* _DATA TO PROCESS_:
BEGIN

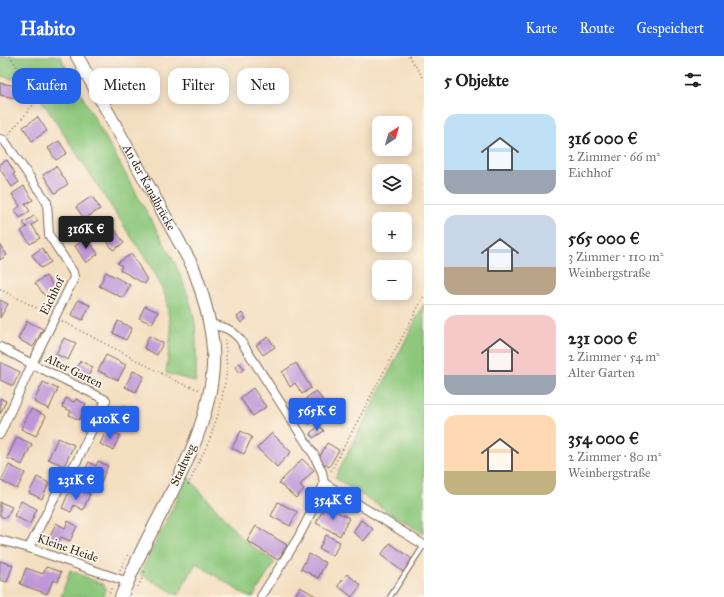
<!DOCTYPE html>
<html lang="de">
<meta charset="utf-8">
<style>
:root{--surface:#fff;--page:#f2f2f2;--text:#202124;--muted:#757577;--line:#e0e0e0;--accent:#2563eb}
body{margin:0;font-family:"IM FELL Great Primer",serif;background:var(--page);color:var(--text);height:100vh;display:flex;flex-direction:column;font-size:15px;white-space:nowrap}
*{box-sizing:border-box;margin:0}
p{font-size:13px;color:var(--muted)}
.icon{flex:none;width:22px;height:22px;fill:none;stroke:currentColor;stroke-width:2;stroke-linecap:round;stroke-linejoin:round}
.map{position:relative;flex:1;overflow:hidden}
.details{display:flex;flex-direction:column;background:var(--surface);width:300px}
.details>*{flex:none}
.guide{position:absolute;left:12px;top:12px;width:352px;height:36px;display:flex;gap:8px}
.needle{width:26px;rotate:37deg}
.buttons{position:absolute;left:372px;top:60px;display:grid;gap:8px}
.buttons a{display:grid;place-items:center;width:40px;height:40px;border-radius:8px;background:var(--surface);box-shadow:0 2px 10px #0003;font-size:20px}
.price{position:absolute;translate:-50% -34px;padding:0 9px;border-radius:4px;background:var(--accent);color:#fff;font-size:13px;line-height:26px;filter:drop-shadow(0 1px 2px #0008)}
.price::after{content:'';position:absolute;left:50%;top:24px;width:12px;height:9px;margin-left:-6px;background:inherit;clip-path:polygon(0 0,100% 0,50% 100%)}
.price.current{background:#222;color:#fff}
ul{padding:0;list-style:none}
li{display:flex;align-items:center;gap:12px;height:100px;padding:0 20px}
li+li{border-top:1px solid var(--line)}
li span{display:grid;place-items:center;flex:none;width:112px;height:80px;border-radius:12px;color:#555}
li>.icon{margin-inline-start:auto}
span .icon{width:48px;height:48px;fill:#fffc;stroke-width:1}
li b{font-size:17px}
h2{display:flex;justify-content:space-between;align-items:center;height:48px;padding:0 20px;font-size:17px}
.chip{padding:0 14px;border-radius:12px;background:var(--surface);box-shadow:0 2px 10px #0003;font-size:14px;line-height:36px}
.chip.current{background:var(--accent);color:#fff}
header{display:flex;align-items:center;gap:24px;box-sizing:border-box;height:56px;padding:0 20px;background:var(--accent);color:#fff}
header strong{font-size:19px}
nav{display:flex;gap:22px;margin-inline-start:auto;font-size:14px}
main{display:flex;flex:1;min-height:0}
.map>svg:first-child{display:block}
</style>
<header>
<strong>Habito</strong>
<nav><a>Karte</a><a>Route</a><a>Gespeichert</a></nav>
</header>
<main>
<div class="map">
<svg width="424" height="541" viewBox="0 0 424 541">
<rect width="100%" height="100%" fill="#fbf7ec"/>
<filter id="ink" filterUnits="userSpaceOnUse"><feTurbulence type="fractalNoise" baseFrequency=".025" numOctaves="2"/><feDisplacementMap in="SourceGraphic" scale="8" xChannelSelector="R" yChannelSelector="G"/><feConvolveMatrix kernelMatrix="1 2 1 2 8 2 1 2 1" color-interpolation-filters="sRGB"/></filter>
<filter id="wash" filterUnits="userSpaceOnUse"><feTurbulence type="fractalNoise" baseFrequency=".012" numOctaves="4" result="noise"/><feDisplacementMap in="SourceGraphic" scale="16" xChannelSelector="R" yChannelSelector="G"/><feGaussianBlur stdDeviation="0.9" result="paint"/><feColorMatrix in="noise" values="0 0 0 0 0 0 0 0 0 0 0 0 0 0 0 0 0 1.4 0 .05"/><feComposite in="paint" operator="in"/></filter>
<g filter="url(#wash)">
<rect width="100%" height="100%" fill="#f4dec0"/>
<path fill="#8cc77c" stroke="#64784d" d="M0 0H60L175 207C183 226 192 246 195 268 197 287 196 307 196 326L166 317 171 276 166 242 155 217 30 27 0 20Z
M424 248V478L335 422Z
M188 421 243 484 275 506 253 541H248L196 507 178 539 140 518Z
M70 514 104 529 106 533 103 541H61Z"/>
<g id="blocks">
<path fill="#bf96d8" d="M0 27 17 30 15 42 0 39Z
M38 61 47 75 32 85 23 71Z
M59 85 67 97 56 104 48 92Z
M7 104 15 117 13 118 19 126 12 131 0 113V108Z
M56 110 68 128 55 137 43 119Z
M24 130 33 144 25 148 30 155 20 162 15 154 20 150 12 138Z
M92 140 100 153 84 163 76 151Z
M34 160 38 165 32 169 40 182 30 188 21 175 27 171 23 167Z
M115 174 124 187 113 194 104 181Z
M87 182 98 198 86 207 75 190Z
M0 189 7 199 0 204Z
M42 192 51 206 41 212 32 199Z
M132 198 147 224 145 228 120 214 122 210 117 207Z
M106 216 130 229 123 242 99 230Z
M46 220 55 233 45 240 35 227Z
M0 244 8 248 0 262Z
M78 244 90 249 83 264 71 259Z
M145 250 158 256 152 268 139 262Z
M242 257 246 263 241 267 237 261Z
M27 265 43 273 33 291 18 283Z
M118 265 132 272 126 284 113 277Z
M149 280 163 287 157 299 144 292Z
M268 281 275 291 263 299 256 289Z
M64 282 76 287 68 304 56 298Z
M106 299 126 309 118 324 98 315Z
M80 305 93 311 86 325 74 319Z
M0 306 20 316 13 330 0 324Z
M240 307 244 313 239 317 235 311Z
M296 307 311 332 302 338 295 327 290 331 282 316Z
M133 315 144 320 136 336 125 331Z
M43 326 58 333 49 353 34 346Z
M253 332 266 351 253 360 240 342Z
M316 335 330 354 309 368 301 357 311 349 306 342Z
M0 342 6 345 0 358Z
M66 342 74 346 76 343 86 348 79 364 69 359 71 355 62 351Z
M122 349 137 356 128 376 113 369Z
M31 353 46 360 36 380 21 373Z
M320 370 324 375 313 382 310 377Z
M107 373 120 379 113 394 100 388Z
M241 375 252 381 244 398 232 392Z
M272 377 291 396 277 411 257 392Z
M17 381 32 388 22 409 7 402Z
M58 382 74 389 64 410 48 403Z
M327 387 339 394 329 411 318 404Z
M302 403 314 414 300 429 304 433 296 442 279 427Z
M98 405 108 410 100 428 82 420 89 406 96 410Z
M9 409 25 417 17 433 1 425Z
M37 421 49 427 42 443 29 437Z
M81 434 90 438 83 454 74 449 71 456 62 452 69 436 78 441Z
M21 445 37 453 30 468 14 460Z
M0 446 12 451 6 462 0 460Z
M278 446 297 456 290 470 271 460Z
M325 450 349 462 340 480 316 467Z
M361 464 373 473 364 485 353 476Z
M68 465 77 470 70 485 61 481 58 487 49 483 56 467 65 472Z
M256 470 287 489 278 504 247 485Z
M326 479 340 486 333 500 319 493Z
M390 487 412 503 403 516 381 499Z
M309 498 326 507 318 522 301 513Z
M0 505 13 509 7 526 0 524Z
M46 511 61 516 58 526 53 524 47 538 20 528 26 512 43 518Z
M347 518 361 529 352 541 338 530Z
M300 531 316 540 315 541H294Z"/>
</g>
</g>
<g filter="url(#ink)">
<use href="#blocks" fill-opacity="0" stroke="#7c6957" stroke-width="1"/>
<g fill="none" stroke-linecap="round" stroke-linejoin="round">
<defs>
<path id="lane" d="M390 541 424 489"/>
<path id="street" d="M0 83 4 84 47 146 49 179 73 216 74 222 32 308 106 344 77 405 61 428 29 492
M210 268C224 271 229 272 239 282L314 399 322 416 324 427 319 441 298 482 261 541
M0 291 32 308 0 378
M324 427 424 489
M0 484 29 492 128 526"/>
<g id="secondary">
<path id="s1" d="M77 0 193 211C203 238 211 265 213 293 217 359 175 430 146 486 137 504 129 523 121 541"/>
</g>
</defs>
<use href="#lane" stroke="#7c6957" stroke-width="6"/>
<use href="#street" stroke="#7c6957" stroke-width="10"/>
<use href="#secondary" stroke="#7c6957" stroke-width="14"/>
<path stroke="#7c6957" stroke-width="1.5" stroke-dasharray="1 3" stroke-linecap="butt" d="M409 0 424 23
M9 78 38 43 10 0
M0 233 46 257
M62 265 180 327 200 334
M331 415 424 240
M188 429 209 385 220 353 227 315 225 282
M120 514 129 496
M138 531 145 515
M108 541 112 530"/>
<use href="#lane" stroke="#fff" stroke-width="4"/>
<use href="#street" stroke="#fff" stroke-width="8"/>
<use href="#secondary" stroke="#fff" stroke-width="12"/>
</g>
</g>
<g text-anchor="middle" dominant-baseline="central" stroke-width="3.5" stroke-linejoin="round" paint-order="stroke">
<g font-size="12" fill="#3b2a1e" stroke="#fbf7ec">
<text stroke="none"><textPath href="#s1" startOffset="150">An der Kanalbrücke</textPath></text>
<text transform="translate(52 240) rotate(-64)">Eichhof</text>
<text transform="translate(74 315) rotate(26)">Alter Garten</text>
<text transform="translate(183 409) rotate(-65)">Stadtweg</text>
<text transform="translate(68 492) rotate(19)">Kleine Heide</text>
</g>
</g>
</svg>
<div class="buttons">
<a><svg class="needle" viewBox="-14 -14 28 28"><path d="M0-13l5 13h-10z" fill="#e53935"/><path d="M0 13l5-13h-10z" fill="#757577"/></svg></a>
<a><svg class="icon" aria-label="layers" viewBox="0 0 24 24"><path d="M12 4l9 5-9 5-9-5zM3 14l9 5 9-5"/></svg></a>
<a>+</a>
<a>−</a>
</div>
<b class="price current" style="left:86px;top:194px">316K €</b>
<b class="price" style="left:317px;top:376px">565K €</b>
<b class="price" style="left:110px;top:384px">410K €</b>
<b class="price" style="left:76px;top:445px">231K €</b>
<b class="price" style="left:333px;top:465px">354K €</b>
<div class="guide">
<a class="chip current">Kaufen</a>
<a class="chip">Mieten</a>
<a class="chip">Filter</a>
<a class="chip">Neu</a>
</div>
</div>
<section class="details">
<h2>5 Objekte<svg class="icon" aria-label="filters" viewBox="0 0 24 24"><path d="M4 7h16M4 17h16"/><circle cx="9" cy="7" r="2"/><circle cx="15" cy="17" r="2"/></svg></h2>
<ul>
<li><span style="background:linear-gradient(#bfe0f5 70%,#9aa5b1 0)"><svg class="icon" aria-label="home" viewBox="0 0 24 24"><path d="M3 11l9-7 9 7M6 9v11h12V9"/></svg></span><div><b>316 000 €</b><p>2 Zimmer · 66 m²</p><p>Eichhof</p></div></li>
<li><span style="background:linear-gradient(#c9d6e8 65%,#b9a48a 0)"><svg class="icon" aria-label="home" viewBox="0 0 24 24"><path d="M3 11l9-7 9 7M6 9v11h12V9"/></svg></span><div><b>565 000 €</b><p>3 Zimmer · 110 m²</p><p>Weinbergstraße</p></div></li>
<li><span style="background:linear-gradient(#f6c9c9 75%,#9aa5b1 0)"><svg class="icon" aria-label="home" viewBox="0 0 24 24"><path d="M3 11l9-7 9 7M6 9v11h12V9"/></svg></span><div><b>231 000 €</b><p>2 Zimmer · 54 m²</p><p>Alter Garten</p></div></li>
<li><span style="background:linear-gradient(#ffd9b3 70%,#c2b280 0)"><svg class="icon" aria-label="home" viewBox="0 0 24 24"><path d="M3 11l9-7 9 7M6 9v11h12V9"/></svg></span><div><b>354 000 €</b><p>2 Zimmer · 80 m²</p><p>Weinbergstraße</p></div></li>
</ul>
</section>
</main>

END

* _ACTIVITY_:
Wherever "auto" appears in a line of the entries, copy that line.

* _RESULT OF THIS TASK_:
li>.icon{margin-inline-start:auto}
nav{display:flex;gap:22px;margin-inline-start:auto;font-size:14px}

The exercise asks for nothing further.